S&P Küresel tarafından derlenen ve Cuma günü yayınlanan Satın Alma Yöneticileri Endeksi, analistlerin Mayıs ayına oranla hafif bir düşüş yaşanacağını iddiasını yanıltarak beş ayın en düşük düzeyi olan 50,3’e geriledi. Yaşanan düşüşe grevlerle hırpalanan Fransa öncülük ederken Almanya’nın sorun yaşayan fabrikaları da değerli bir rol oynadı.
Euro yüzde 0,8 düşerek 1,0874 dolara gerilerken para siyasetindeki değişikliklere karşı en hassas tahvil olan Almanya iki yıllık tahvil getirileri de 13 baz puan düşüşle yüzde 3,10’a geriledi.
Para piyasaları faiz artış fiyatlamalarını azaltırken mevduat faizini de yıl sonuna kadar yüzde 4’ün çabucak altında tepe yapacak biçimde fiyatladı.
20 ülkeden oluşan Euro Bölgesi, Ekim ve Mart ayları ortasında maruz kaldığı ölçülü resesyondan çıkmak için gerekli atılımları yapmış olsa da S&P bilhassa Avrupa Merkez Bankası’nın faiz artırmaya devam etmesiyle bu sorunun önümüzdeki çeyreğe yayılma talihinin arttığı konusunda uyardı.
Hamburg Commercial Bank Baş Ekonomisti Cyrus de la Rubia bahisle ilgili yaptığı açıklamada, “İkinci çeyrekte Euro Bölgesi’nden hafif bir olumlu büyüme yaşanacağına dair temel senaryomuz hala gerçek olsa bile Bileşik PMI’daki düşüş eğilimi, tüm bölümlerdeki şirketlerin sipariş defterlerinin kötüleşmesiyle karşı karşıya kalması nedeniyle yılın ikinci yarısının sıkıntı geçeceğine işaret ediyor” değerlendirmesinde bulundu.

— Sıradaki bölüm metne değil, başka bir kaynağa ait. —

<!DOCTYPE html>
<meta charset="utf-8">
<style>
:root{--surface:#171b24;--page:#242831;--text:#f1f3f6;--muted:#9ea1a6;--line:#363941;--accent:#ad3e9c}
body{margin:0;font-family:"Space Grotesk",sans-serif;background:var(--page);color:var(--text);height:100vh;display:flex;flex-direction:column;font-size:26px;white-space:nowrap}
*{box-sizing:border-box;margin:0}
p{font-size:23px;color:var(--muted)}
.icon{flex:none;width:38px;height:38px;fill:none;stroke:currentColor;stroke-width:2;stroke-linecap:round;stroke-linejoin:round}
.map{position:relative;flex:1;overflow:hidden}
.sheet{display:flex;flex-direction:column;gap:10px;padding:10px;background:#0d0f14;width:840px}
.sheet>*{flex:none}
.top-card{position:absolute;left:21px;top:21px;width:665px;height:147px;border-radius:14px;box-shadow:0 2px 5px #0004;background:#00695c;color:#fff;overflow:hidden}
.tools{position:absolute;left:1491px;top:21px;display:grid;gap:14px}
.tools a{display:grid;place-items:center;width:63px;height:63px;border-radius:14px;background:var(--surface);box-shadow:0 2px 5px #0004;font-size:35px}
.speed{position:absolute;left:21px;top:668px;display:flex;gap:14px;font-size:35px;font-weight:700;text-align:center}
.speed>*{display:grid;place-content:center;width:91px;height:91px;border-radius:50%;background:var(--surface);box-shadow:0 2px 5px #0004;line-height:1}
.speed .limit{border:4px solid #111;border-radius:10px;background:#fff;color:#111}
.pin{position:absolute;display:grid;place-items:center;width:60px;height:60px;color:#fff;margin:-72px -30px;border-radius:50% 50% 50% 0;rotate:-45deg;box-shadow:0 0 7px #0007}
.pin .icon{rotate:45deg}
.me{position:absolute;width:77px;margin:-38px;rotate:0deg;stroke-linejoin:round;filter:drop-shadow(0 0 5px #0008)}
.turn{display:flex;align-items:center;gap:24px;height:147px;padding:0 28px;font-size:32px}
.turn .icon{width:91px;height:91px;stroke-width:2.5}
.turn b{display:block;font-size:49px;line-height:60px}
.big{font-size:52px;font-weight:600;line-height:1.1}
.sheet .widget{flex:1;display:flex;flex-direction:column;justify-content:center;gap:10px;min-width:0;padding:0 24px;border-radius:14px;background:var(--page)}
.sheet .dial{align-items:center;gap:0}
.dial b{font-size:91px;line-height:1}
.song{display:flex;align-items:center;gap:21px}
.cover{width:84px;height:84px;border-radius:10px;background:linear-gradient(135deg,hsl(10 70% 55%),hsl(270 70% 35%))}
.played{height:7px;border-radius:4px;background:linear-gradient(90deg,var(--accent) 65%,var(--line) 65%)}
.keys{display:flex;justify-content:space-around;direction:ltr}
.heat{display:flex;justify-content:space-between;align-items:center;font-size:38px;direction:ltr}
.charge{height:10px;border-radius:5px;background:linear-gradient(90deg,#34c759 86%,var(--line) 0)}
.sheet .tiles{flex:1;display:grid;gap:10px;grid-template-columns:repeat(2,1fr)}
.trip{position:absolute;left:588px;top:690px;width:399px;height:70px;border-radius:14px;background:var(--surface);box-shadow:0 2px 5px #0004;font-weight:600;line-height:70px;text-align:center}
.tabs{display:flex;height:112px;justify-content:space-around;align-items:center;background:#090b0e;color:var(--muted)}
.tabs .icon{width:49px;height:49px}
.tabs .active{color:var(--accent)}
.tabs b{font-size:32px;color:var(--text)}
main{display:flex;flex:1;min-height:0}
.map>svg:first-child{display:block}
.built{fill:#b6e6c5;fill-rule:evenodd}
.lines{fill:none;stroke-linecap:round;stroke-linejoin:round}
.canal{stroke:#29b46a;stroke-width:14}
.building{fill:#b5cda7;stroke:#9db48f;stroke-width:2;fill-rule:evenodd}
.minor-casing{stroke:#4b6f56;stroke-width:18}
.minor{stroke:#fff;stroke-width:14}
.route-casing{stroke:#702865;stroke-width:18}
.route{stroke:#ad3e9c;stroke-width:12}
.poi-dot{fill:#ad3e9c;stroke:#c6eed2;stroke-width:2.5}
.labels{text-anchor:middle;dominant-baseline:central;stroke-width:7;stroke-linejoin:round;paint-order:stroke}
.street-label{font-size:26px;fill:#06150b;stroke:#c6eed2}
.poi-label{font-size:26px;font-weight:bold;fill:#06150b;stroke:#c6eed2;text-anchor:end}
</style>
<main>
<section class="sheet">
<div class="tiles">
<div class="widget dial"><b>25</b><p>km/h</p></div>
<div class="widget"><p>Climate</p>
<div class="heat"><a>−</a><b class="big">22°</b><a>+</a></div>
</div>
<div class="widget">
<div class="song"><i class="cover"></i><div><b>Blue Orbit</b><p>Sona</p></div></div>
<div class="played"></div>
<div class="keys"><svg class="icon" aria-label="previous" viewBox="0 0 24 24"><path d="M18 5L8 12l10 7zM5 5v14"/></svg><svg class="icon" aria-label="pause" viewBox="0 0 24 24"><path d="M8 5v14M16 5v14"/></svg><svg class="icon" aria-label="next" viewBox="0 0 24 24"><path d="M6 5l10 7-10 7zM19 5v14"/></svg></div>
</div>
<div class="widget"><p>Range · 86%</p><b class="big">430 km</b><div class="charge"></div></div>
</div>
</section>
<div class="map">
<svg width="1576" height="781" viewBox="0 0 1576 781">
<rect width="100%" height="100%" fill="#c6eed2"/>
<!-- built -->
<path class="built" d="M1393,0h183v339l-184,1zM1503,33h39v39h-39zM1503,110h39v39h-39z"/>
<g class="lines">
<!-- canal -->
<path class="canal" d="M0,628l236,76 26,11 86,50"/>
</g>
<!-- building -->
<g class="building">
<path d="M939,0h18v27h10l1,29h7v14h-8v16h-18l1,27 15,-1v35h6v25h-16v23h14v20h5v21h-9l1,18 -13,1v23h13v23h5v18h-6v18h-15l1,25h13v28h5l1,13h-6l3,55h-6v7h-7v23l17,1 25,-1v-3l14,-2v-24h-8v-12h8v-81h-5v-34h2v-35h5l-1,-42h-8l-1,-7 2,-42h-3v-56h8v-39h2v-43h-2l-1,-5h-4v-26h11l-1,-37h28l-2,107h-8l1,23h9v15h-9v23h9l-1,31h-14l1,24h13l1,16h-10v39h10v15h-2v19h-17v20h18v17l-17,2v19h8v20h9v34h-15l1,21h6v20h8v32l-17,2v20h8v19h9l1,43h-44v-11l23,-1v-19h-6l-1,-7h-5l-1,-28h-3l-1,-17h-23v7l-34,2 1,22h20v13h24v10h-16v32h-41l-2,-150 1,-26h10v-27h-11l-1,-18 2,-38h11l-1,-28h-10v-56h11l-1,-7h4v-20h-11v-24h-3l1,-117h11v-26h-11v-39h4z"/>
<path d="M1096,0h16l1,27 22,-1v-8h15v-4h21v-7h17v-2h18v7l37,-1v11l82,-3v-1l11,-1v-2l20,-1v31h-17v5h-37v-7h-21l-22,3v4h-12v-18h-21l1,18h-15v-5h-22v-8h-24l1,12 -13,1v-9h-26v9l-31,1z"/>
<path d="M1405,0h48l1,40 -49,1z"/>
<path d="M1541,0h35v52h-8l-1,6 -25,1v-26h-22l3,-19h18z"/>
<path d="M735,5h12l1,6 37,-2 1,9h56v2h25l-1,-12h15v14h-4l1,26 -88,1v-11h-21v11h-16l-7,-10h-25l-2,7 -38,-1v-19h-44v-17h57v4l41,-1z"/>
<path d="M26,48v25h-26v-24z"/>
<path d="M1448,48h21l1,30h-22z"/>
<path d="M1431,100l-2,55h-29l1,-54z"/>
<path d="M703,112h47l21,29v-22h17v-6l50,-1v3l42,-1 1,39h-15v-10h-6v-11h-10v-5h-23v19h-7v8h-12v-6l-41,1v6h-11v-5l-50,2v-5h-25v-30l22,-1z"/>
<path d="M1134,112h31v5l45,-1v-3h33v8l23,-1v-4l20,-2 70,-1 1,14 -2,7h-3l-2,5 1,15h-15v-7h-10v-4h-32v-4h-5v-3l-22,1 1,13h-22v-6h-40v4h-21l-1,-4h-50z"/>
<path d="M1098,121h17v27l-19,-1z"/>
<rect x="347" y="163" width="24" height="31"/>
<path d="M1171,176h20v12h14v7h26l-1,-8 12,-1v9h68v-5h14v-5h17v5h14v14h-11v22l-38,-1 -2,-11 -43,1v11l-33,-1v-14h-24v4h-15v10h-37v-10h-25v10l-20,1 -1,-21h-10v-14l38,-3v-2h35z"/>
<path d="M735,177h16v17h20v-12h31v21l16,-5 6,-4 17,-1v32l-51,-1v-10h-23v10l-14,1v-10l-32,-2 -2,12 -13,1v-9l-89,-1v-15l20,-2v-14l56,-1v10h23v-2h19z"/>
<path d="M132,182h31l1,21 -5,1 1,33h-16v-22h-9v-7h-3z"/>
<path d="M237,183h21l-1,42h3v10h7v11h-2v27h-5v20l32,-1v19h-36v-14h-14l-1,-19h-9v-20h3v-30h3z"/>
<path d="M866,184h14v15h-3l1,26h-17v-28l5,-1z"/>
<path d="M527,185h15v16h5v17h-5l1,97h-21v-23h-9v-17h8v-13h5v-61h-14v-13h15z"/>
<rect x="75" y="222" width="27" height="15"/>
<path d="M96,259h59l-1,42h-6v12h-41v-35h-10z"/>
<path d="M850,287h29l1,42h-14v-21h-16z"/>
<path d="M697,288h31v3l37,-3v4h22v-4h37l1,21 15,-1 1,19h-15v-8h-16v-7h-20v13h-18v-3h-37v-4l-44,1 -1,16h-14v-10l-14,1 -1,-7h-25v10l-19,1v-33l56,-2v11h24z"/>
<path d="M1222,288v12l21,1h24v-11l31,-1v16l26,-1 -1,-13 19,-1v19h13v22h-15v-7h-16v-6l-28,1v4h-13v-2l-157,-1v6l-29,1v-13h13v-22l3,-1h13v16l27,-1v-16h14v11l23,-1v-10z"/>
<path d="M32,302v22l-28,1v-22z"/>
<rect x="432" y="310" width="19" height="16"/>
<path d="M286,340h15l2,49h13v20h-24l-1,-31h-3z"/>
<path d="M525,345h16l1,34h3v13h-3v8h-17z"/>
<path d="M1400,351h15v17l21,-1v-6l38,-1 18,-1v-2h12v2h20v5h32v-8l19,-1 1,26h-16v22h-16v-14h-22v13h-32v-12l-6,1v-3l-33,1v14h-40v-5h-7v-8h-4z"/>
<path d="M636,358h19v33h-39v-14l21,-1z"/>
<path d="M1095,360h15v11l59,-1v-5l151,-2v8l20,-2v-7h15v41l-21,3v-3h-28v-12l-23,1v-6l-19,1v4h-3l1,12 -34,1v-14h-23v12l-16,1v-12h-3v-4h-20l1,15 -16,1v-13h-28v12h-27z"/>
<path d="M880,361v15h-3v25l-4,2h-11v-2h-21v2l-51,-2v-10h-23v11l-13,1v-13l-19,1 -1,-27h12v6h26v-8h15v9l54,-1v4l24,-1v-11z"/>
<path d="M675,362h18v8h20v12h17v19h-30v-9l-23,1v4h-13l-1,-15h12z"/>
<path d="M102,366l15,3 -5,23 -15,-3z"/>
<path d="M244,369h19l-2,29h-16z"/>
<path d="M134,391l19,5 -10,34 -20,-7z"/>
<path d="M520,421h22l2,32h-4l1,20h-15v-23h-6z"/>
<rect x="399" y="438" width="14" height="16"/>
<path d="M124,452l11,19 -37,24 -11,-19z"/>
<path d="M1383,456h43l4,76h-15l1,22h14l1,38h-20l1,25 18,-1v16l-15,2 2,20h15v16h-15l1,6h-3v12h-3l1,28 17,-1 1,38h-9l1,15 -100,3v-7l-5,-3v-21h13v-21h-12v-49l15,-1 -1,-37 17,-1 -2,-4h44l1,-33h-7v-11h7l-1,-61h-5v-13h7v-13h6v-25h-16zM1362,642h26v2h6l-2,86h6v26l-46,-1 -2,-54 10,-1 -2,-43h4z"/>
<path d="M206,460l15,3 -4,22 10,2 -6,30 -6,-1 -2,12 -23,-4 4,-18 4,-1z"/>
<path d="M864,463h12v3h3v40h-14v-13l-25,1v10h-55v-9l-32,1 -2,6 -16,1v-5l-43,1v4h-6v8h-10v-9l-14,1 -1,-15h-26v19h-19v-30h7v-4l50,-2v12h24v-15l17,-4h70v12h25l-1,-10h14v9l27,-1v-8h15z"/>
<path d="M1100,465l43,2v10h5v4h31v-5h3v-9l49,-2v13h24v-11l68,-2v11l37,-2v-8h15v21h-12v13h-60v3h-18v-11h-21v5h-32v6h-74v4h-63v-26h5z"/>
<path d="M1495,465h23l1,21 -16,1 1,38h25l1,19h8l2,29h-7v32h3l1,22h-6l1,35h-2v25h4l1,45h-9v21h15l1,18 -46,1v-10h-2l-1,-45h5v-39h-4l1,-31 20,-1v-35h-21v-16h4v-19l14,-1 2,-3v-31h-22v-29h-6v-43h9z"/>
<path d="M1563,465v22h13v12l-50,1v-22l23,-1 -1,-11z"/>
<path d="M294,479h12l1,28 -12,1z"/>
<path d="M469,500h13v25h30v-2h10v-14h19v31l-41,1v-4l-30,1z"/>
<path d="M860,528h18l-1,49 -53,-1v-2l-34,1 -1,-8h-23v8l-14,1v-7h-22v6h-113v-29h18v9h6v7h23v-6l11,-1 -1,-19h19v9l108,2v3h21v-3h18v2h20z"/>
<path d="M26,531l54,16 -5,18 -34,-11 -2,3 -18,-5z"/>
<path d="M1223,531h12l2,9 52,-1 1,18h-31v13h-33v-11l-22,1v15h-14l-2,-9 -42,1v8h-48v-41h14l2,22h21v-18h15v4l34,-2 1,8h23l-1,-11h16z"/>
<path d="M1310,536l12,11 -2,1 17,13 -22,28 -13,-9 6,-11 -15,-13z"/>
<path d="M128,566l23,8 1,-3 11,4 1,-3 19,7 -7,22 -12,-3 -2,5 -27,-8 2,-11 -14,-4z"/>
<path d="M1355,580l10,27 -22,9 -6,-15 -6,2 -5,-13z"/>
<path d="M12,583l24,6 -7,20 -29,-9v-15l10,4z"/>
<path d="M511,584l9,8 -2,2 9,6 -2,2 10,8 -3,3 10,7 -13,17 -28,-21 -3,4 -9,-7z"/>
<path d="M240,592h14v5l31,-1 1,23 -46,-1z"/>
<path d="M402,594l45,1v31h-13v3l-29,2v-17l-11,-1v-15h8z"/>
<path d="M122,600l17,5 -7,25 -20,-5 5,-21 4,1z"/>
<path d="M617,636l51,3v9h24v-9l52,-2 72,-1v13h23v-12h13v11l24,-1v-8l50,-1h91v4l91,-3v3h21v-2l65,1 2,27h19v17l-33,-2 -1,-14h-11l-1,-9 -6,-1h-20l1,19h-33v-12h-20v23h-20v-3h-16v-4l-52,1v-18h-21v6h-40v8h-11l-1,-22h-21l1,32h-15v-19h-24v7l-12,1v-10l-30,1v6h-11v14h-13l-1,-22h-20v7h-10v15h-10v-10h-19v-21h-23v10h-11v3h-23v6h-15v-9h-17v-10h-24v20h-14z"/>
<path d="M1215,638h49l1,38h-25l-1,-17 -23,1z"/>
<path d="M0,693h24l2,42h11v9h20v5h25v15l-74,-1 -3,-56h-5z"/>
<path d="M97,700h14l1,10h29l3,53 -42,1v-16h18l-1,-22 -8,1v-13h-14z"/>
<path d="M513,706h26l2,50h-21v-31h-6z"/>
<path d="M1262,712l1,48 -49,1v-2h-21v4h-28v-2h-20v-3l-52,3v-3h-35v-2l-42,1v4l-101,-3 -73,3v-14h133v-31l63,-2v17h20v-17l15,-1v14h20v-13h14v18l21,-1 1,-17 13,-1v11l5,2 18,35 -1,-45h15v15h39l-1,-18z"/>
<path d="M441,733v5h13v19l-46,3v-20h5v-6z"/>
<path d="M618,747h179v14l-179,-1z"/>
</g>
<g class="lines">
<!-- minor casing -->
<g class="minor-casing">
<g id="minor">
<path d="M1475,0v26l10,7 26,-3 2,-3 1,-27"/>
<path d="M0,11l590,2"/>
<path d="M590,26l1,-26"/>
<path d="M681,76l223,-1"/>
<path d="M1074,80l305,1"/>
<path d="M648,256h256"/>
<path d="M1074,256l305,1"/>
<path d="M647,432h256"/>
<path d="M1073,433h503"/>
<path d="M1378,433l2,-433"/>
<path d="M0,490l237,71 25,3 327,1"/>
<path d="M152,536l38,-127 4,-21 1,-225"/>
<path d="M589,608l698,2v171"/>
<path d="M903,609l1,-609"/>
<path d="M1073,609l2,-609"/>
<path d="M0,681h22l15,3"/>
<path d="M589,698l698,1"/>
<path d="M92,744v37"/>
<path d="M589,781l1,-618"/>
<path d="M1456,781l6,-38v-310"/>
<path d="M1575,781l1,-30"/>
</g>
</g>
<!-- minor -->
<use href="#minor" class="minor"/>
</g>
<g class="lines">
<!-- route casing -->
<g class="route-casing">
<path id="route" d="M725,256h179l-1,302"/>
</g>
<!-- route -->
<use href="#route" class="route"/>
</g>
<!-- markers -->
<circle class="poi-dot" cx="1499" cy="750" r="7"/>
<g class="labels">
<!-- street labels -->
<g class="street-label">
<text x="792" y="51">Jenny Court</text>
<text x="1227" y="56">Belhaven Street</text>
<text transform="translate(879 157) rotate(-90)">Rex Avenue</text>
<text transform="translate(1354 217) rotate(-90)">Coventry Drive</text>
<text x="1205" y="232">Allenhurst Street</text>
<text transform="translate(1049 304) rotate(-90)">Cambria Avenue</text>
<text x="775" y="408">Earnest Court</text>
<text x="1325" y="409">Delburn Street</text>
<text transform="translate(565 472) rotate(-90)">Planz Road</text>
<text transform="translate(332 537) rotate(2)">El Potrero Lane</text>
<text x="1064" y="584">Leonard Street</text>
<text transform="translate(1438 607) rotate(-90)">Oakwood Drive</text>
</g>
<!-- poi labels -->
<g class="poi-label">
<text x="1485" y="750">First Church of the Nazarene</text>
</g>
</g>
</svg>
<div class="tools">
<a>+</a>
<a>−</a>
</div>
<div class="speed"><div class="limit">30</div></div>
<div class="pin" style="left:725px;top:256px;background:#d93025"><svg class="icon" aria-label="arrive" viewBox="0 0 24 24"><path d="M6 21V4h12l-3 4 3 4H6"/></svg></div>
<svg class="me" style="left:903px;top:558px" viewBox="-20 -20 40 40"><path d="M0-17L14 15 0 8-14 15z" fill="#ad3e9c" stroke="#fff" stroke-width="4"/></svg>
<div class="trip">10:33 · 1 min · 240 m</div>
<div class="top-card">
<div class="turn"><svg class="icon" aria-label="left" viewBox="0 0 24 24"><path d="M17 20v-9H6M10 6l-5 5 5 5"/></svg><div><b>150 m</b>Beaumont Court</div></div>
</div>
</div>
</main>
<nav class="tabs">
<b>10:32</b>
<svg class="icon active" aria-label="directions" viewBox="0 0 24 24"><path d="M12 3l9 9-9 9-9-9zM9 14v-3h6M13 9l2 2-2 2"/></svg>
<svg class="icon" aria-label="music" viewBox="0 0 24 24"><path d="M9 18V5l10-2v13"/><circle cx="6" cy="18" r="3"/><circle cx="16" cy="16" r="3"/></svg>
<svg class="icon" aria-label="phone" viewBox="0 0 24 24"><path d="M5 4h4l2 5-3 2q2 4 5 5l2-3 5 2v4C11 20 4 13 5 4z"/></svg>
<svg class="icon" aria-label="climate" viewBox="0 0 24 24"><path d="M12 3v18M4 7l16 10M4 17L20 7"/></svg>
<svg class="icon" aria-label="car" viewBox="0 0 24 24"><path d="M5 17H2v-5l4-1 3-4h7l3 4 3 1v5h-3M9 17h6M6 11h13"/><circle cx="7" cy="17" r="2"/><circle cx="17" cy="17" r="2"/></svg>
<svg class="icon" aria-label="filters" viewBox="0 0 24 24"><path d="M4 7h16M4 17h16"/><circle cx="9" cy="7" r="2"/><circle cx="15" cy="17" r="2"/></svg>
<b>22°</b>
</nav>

İmalat, Haziran ayında “ana zayıflık alanı” olmaya devam ederken harcamalardaki son toparlanmanın ivme kaybetmesiyle hizmet kesimi keskin bir formda yavaşladı.
Öte yandan S&P’ye nazaran faaliyet cephesindeki hayal kırıklığı yaratan bilgilere, “enlasyonist baskıların besbelli bir halde soğuması” eşlik etti. Kurum girdi maliyetlerinin Aralık 2020’den bu yana en düşük süratte arttığını ve mal ve hizmet satış fiyatlarının Mart 2021’den bu yana en düşük oranda arttığını söyledi.
Bu tarihi faiz artış döngüsünün sonuna yaklaşan lakin son vakitlerde faiz artışlarının birden fazla ekonomistin öngördüğü formda Temmuz bitiş tarihinden sonra da devam etmesi gerekebileceğini işaret eden AMB’ye bir ölçü umut verebilir.
De la Rubia enflasyonda asıl sorunun mal fiyatları olmadığına dikkat çekerek, “Eğer AMB yalnızca mal fiyatlarını denetim etmek zorunda kalsaydı o vakit enflasyonun sonunun gelmesini kutlayabilirdi. Lakin iktisadın daha değerli kısmı olan özel hizmetler kesiminde fiyatlar yükselmeye devam ediyor ve bu nedenle çekirdek enflasyon oranı çok yavaş düşüyor” sözlerini kullandı.